We didn’t hear back from Rubio’s camp about his claim nor did Cruz aides engage.

Footnote: A Jan. 14, 2016, foundation post by economist Alan Cole says Cruz and Rubio aren’t proposing entirely distinct tax approaches. "In fact," Cole wrote, "if you put together two taxes from Rubio’s plan (and fiddle with the rates), you can actually synthetically construct the business flat tax from Cruz’s plan!"

Our ruling

Rubio said that under Cruz’s tax plan, "businesses will now have to pay 16 percent on the money they make. They will also have to pay 16 percent on the money they pay their employees."

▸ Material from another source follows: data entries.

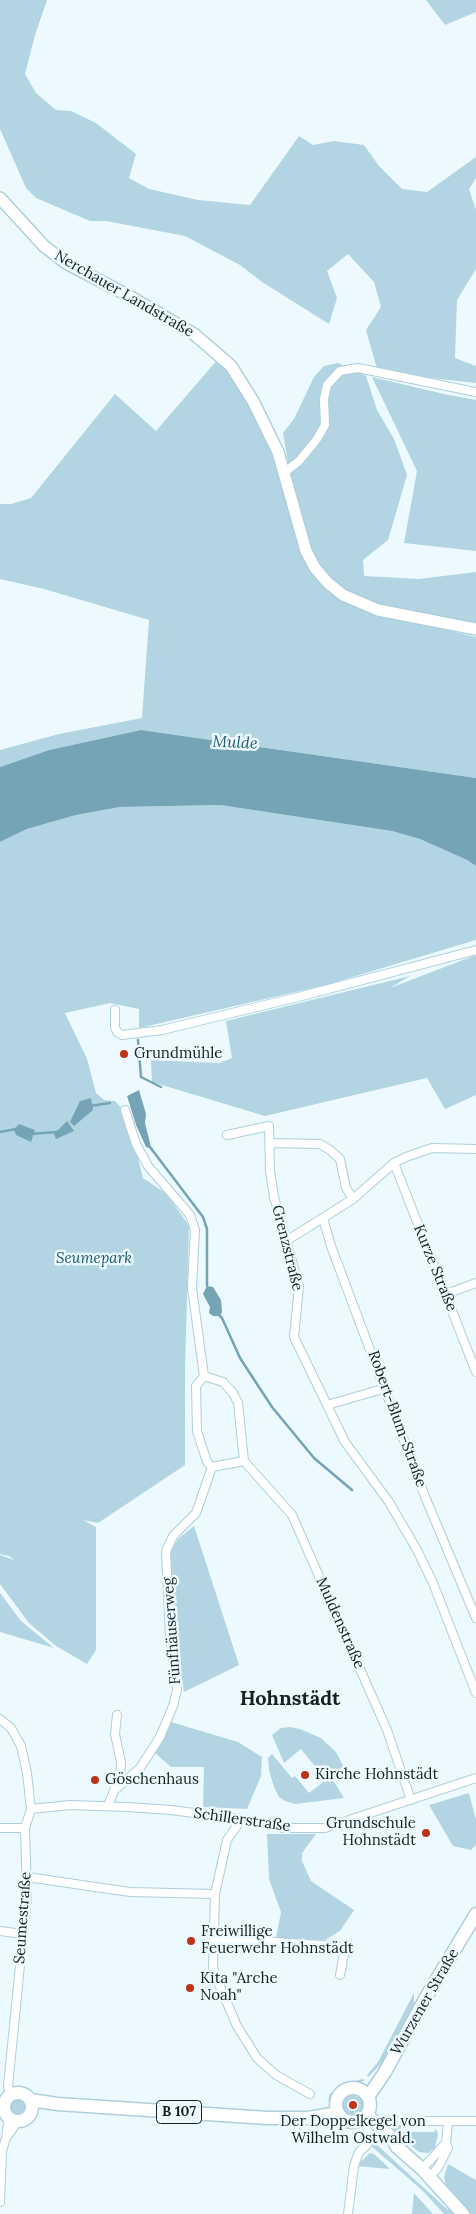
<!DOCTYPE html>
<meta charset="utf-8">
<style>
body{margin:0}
canvas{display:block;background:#ecf9fe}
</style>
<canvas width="476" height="2214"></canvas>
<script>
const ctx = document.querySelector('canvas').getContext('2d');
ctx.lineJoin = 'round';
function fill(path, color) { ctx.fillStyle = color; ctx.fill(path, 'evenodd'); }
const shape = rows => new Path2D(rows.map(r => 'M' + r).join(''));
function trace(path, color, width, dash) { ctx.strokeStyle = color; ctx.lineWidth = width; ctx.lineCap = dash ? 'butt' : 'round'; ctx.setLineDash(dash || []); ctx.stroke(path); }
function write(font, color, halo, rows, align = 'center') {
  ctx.font = font + ' Lora,serif'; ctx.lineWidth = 5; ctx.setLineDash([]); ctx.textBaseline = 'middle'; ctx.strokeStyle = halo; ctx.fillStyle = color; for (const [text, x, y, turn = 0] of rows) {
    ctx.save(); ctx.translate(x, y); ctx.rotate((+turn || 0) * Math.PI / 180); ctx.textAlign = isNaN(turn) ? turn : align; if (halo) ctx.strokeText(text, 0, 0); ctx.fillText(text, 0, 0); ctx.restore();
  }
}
fill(shape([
 [0,0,47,0,35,35,25,74,36,93,56,110,71,111,96,123,136,154,129,178,149,189,198,200,250,205,299,136,313,145,334,141,364,145,379,166,402,189,427,192,476,157,476,178,469,189,476,210,476,269,457,300,455,358,476,366,476,383,378,372,366,330,381,307,374,282,348,254,327,271,337,298,329,324,262,282,240,265,185,236,106,221,90,221,36,198,26,188,0,129],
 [426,0,476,0,476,12,445,25],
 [218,359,233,376,268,438,285,484,297,544,303,559,320,584,348,604,366,611,476,637,476,778,141,730,49,750,0,767,0,750,59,734,142,718,149,620,44,589,0,579,0,504,11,504,31,498,115,394,156,431],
 [338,363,366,376,377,410,394,439,407,475,388,540,363,560,364,576,419,579,476,572,476,624,365,602,348,595,320,571,297,514,283,433,294,419,314,377,324,366],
 [372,377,444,394,476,400,476,551,404,543,417,471],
 [220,805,392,831,420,839,467,860,476,866,476,940,326,985,139,1028,139,1009,110,1003,65,1013,87,1059,96,1093,104,1100,115,1101,127,1114,143,1178,167,1194,189,1226,185,1370,185,1465,98,1523,83,1520,96,1527,96,1650,87,1664,56,1646,29,1623,0,1584,0,1555,14,1560,9,1556,0,1554,0,842,27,829,76,815,120,807],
 [476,955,476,1095,445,1109,427,1078,265,1116,152,1082,151,1060,219,1063,232,1058,226,1021,410,976,390,988],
 [194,1526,239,1665,184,1692,179,1660,170,1560,172,1549,178,1539],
 [0,1593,21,1621,54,1648,0,1632],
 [171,1722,238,1742,262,1757,261,1776,247,1809,203,1807,204,1767,171,1767,154,1752],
 [290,1727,300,1729,321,1738,336,1752,344,1767,331,1777,344,1798,295,1804,285,1801,279,1797,274,1787,269,1770,268,1758,272,1754,292,1778,295,1776,309,1793,326,1780,301,1749,284,1763,272,1735,281,1728],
 [469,1793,476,1820,476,1845,471,1850,453,1846,429,1805],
 [267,1834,316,1834,302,1853,302,1861,311,1881,354,1910,340,1931,325,1940,276,1938,281,1912,269,1879],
 [414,1993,414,2004,388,2057,368,2077,367,2075,378,2062],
 [362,2079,365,2080,357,2084,347,2085,340,2089,328,2101,330,2094,341,2085],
 [351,2095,361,2098,364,2104,363,2111,355,2116,345,2113,342,2107,343,2100],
 [350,2100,357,2102,358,2106,356,2110,352,2111,348,2108,347,2104],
 '10 2107a8 8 0 1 1 16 0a8 8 0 1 1-16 0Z',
 [380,2118,390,2120,394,2124,401,2126,401,2132,434,2132,436,2129,438,2134,435,2148,428,2153,419,2152,379,2120],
 [364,2133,448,2210,450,2209,455,2214,444,2214,423,2191,369,2144,364,2136],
 [370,2153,374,2154,390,2169,356,2166],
 [448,2164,476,2180,476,2214,469,2214,446,2185,444,2177],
 [414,2193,433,2214,412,2214]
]), '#b3d5e3');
fill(shape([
 [141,730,476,778,476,866,467,860,420,839,392,831,220,805,120,807,76,815,27,829,0,842,0,767,49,750],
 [139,1090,146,1114,145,1123,151,1147,149,1148,146,1147,136,1125,127,1096],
 [91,1098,93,1110,74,1126,70,1122,80,1101],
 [67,1121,74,1131,56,1139,54,1134],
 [19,1124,35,1130,31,1142,16,1135,14,1129],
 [207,1286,213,1287,221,1300,222,1312,220,1316,213,1316,209,1313,210,1307,203,1294]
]), '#74a4b6');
trace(shape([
 [138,1040,141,1077,161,1087],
 [90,1106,110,1103],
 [0,1132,16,1129],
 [30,1134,57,1132],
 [150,1147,203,1217,207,1229,207,1286],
 [220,1316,222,1318,240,1358,272,1407,314,1458,352,1490]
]), '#74a4b6', 2.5);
const minor = shape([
 [285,472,299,461,317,439,325,425,324,399,327,385,340,371,358,368,476,392],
 [115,1010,115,1027,117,1032,122,1035,162,1030,302,996,476,950],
 [125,1110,136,1144,148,1166,190,1215,195,1230,192,1288,204,1376,196,1386,197,1431,207,1462,212,1467,244,1461,292,1515,387,1730,411,1800],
 [227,1135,269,1126,270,1171,274,1197,299,1286,294,1337,345,1442,389,1502,417,1550,433,1583,476,1693],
 [270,1143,320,1144,330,1150,340,1159,346,1188,353,1199],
 [394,1163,476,1372],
 [323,1218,331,1246,426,1499,476,1618],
 [286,1241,353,1199,394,1163,406,1157,432,1148,476,1149],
 [446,1294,476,1283],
 [204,1376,223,1382,233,1393,238,1403,244,1461],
 [327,1405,386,1388],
 [0,1719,11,1728,21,1746,27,1773,31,1809,25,1828,27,1895,8,2086,10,2096],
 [116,1789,140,1768,160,1737,173,1706,177,1690,170,1636,166,1551,173,1536,196,1513,212,1467],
 [108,1806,120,1775,121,1762,115,1734,117,1715],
 [31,1809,70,1805,128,1807,171,1810,254,1821,283,1828,325,1828,476,1778],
 [241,1820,227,1840,215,1894,213,1967,215,1975,237,2026,257,2058,276,2075,310,2094],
 [0,1828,25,1828],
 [27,1877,130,1892,215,1894],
 [0,1931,23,1934],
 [214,1938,336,1946,342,1949,344,1954,340,1975],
 [396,2121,476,2121],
 [6,2138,18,2121],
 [422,2169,446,2143],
 [429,2177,438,2168,448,2148,446,2143,448,2123],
 [0,2202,2,2151,6,2138,9,2117],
 [348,2214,354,2166,359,2152,367,2145]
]);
const secondary = shape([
 [0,198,44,246,66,263,129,296,194,334,231,366,253,401,278,452,306,551,315,568,328,583,343,595,378,610,476,629]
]);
const primary = shape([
 '336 2105a17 17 0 1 1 34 0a17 17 0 1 1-34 0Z',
 '4 2107a14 14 0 1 1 28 0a14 14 0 1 1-28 0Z',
 [368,2097,385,2072,429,1992,476,1914],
 [30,2100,58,2104,267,2118,308,2118,338,2113],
 [367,2115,392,2138,397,2147,422,2169,463,2214]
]);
trace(minor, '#aecedb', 10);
trace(secondary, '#aecedb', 14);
trace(primary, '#aecedb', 15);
trace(minor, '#fff', 8);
trace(secondary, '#fff', 11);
trace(primary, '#fff', 12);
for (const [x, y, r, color] of [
 [124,1054,5,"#be3317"],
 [305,1775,5,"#be3317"],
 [95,1780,5,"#be3317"],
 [426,1833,5,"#be3317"],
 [191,1941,5,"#be3317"],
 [190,1988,5,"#be3317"],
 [353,2105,5,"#be3317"]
]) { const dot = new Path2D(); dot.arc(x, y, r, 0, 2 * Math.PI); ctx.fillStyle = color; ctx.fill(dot); trace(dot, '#ecf9fe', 2); }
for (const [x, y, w] of [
 [179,2112,45]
]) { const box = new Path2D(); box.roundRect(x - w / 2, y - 11.5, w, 23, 4); ctx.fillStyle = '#ecf9fe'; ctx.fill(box); trace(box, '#142024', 1); }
write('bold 14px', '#142024', null, [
 ["B 107",179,2112]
]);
write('15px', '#142024', '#ecf9fe', [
 ["Nerchauer Landstraße",124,294,30],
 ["Grenzstraße",287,1248,76],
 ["Kurze Straße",435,1268,68],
 ["Robert-Blum-Straße",397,1419,70],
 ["Muldenstraße",340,1623,66],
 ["Fünfhäuserweg",172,1631,-94],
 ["Schillerstraße",242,1820,8],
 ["Seumestraße",23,1918,-86],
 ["Wurzener Straße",425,2002,-60]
]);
write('15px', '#142024', '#ecf9fe', [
 ["Grundmühle",134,1054],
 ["Kirche Hohnstädt",315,1775],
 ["Göschenhaus",105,1780],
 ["Grundschule",416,1824,"right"],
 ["Hohnstädt",416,1841,"right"],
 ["Freiwillige",201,1932],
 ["Feuerwehr Hohnstädt",201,1949],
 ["Kita \"Arche",200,1979],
 ["Noah\"",200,1996],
 ["Der Doppelkegel von",353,2122,"center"],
 ["Wilhelm Ostwald.",353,2139,"center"]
], 'left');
write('italic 15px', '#16576b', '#ecf9fe', [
 ["Seumepark",94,1259]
]);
write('italic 16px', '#205e73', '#ecf9fe', [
 ["Mulde",235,743,3]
]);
write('bold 20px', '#142024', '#ecf9fe', [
 ["Hohnstädt",290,1699]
]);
</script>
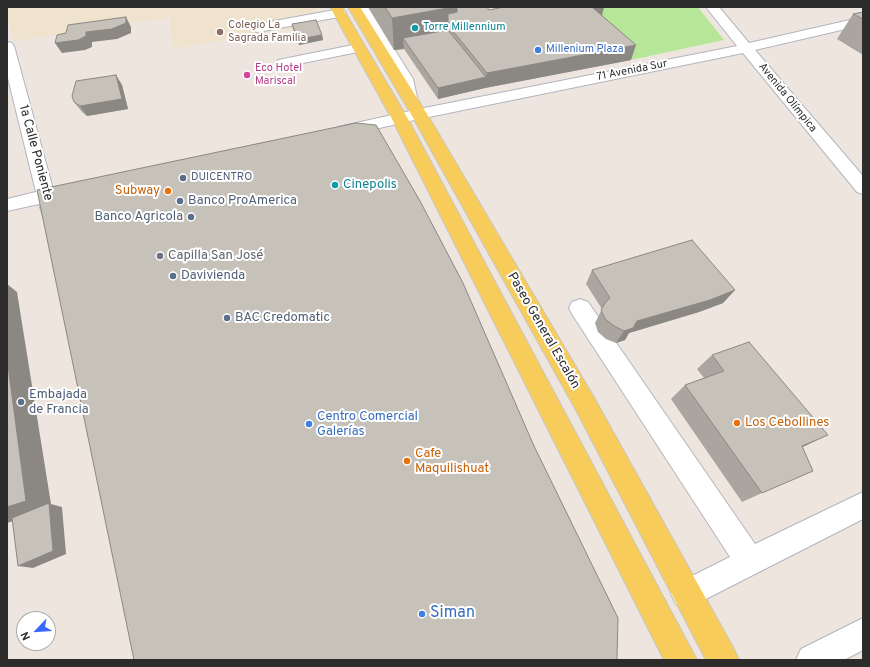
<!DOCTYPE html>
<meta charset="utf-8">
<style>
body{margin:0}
#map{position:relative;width:870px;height:667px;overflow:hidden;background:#eee6de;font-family:Overpass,sans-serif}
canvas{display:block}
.frame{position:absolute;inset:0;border:8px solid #2c2c2c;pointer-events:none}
.north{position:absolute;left:16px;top:611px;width:40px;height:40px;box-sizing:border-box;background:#fff;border:1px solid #ababab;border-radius:50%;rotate:245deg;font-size:11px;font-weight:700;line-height:16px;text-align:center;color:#2c2c2c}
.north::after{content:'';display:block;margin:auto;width:14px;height:18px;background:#3a67ff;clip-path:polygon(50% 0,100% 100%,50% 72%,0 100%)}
</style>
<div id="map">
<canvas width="870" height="667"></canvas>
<div class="frame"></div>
<div class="north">N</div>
</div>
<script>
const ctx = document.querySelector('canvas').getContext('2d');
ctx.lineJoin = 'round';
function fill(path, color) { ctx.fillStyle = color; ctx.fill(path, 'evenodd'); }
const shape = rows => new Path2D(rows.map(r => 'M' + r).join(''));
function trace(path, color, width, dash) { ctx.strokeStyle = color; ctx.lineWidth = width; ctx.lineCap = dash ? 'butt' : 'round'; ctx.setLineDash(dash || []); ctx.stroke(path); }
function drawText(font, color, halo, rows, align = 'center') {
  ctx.font = font + ' Overpass,sans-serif'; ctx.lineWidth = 4; ctx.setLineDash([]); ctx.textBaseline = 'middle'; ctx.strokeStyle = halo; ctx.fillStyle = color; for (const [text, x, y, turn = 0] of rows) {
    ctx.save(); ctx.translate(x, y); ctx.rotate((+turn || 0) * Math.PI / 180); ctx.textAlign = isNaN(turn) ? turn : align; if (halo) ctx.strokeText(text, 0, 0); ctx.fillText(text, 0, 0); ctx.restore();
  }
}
const education = shape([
 [7,7,315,7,322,24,173,49,169,17,14,41,7,20]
]);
const green = shape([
 [587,7,698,7,724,40,631,60,588,21]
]);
const minor = shape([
 [356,7,368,7,413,79,417,97,414,100,409,102,404,100,401,97,399,79,356,7],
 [706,7,719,7,749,43,863,17,863,25,755,50,863,176,863,194,857,192,743,53,419,119,344,136,338,135,336,131,338,127,419,109,737,46,706,7],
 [340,9,344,10,346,13,344,16,258,32,253,31,251,28,253,25,258,24,340,9],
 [7,42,12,43,14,46,53,189,68,186,74,188,77,192,74,196,56,201,59,211,57,216,50,218,43,216,39,204,7,211,7,199,36,192,7,74,7,42],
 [358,44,363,45,365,48,363,51,283,67,278,66,276,63,278,60,358,44],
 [580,299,588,302,755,544,863,492,863,519,696,604,686,609,676,604,671,594,676,584,730,557,572,314,569,308,572,302,580,299],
 [863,618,863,650,844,660,796,660,801,649,863,618]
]);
const major = shape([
 [330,7,342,7,408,119,697,660,664,660,392,119,330,7],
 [348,7,360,7,427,114,592,394,734,649,739,660,706,660,576,410,411,114,348,7]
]);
const wall = shape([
 [368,7,487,7,489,10,504,7,604,7,602,15,631,60,485,88,438,99,404,49,394,50],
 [863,12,863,55,837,39,853,14],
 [292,24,322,35,323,40,299,45,293,29],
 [122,85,128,109,87,116,82,112,74,102],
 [592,270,735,290,723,303,699,312,629,333,625,340,616,343,606,339,598,332,595,323,602,309,586,284],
 [712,355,803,447,762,493,742,502,671,399,685,385,704,378,697,369]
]);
const shadedWall = shape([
 [440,7,465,7,448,25,448,40,403,38,404,49,394,50,392,18],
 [591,7,604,7,601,19],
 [126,17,131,27,131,33,117,39,92,42,92,47,85,50,62,53,55,43,86,32],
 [322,35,323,40,299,45,298,39],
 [636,45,631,60,485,88,438,99,438,88,486,77,487,73],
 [116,75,122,85,128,109,87,116,80,106],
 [7,284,17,292,51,504,62,507,66,554,33,568,18,566,49,510,7,523],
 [735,290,723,303,699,312,629,333,625,340,616,343,624,331,637,321],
 [828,435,805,446,781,457,802,446]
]);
const building = shape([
 [385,7,448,7,448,8,392,18,385,7],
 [457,7,487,7,489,10,504,7,592,7,636,45,487,73,448,25,448,14,457,12,457,7],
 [863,12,863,19,853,14,863,12],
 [126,17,126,23,112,29,86,32,86,36,78,40,55,43,57,35,66,33,68,25,126,17],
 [316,20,322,35,298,39,292,24,316,20],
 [448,30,486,77,438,88,403,38,448,30],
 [116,75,122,99,80,106,74,102,72,96,76,81,116,75],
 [356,123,376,125,420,201,463,283,534,446,618,618,617,659,615,660,134,660,37,190,356,123],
 [692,240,735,290,710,300,637,321,633,328,624,331,614,326,605,319,601,310,605,303,610,298,592,270,692,240],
 [749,342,828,435,802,446,813,471,762,493,685,385,724,371,712,355,749,342],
 [7,358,26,501,7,507,7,358],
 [49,503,53,551,18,566,12,518,49,503]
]);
const markers = [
 [415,28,4,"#0f9aa8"],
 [220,32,4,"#8d6e63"],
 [538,50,4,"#3f7fe0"],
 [247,75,4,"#d1479c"],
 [183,178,4,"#5c6f8a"],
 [335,185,4,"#0f9aa8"],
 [168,191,4,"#e8710a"],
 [180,201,4,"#5c6f8a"],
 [191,217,4,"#5c6f8a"],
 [160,256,4,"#6b7280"],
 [173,276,4,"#5c6f8a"],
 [227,318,4,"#5c6f8a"],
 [21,402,4,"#5c6f8a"],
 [737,423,4,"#e8710a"],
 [309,424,4,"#3f7fe0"],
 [407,461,4,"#e8710a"],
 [422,614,4,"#3f7fe0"]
];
const farEducationnames = [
 ["Colegio La",228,26],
 ["Sagrada Familia",228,39]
];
const farCulturenames = [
 ["Torre Millennium",423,28]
];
const farShopnames = [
 ["Millenium Plaza",546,50]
];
const farHotelnames = [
 ["Eco Hotel",255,69],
 ["Mariscal",255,82]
];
const farStreetnames = [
 ["71 Avenida Sur",632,71,-11],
 ["Avenida Olímpica",787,98,51]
];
const farServicenames = [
 ["DUICENTRO",191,178]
];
const streetNames = [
 ["1a Calle Poniente",35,153,75],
 ["Paseo General Escalón",543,331,60]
];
const cultureNames = [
 ["Cinepolis",343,185]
];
const foodNames = [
 ["Subway",160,191,"right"],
 ["Los Cebollines",745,423],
 ["Cafe",415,454],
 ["Maquilishuat",415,469]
];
const serviceNames = [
 ["Banco ProAmerica",188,201],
 ["Banco Agricola",183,217,"right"],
 ["Davivienda",181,276],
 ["BAC Credomatic",235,318],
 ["Embajada",29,395],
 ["de Francia",29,410]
];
const worshipNames = [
 ["Capilla San José",168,256]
];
const shopNames = [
 ["Centro Comercial",317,417],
 ["Galerías",317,432]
];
const nearShopnames = [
 ["Siman",430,614]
];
fill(education, '#f0e3cd');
fill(green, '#b6e798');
trace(minor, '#b2b5c0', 2);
trace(major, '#c8c8c8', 2);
fill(minor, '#fff');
fill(major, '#f7cc5a');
fill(wall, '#aaa69f');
fill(shadedWall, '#8b8782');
fill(building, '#c6c1b9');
trace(building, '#8b8782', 1);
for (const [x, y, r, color] of markers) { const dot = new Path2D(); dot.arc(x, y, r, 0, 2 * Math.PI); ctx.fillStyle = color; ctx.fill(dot); trace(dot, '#fff', 1.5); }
drawText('11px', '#785e54', '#fff', farEducationnames, 'left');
drawText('11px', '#0d838f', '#fff', farCulturenames, 'left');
drawText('11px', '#366cbe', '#fff', farShopnames, 'left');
drawText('11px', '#b23c85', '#fff', farHotelnames, 'left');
drawText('11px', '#2c2c2c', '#fff', farStreetnames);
drawText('11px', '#4e5e75', '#fff', farServicenames, 'left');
drawText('13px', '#2c2c2c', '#fff', streetNames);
drawText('13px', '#0d838f', '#fff', cultureNames, 'left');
drawText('13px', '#c56008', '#fff', foodNames, 'left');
drawText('13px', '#4e5e75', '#fff', serviceNames, 'left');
drawText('13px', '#5b616d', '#fff', worshipNames, 'left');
drawText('13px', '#366cbe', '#fff', shopNames, 'left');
drawText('16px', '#366cbe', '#fff', nearShopnames, 'left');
</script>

Under Cruz’s plan, that rate applies both to net income and payroll expenditures though the way this description was phrased by Rubio merits clarification. That is, the 16 percent would not be applied to what a business makes and separately applied again to money paid to employees. Also unsaid: The proposed tax would replace taxes including payroll and income taxes.

We rate this claim Mostly True.


MOSTLY TRUE – The statement is accurate but needs clarification or additional information.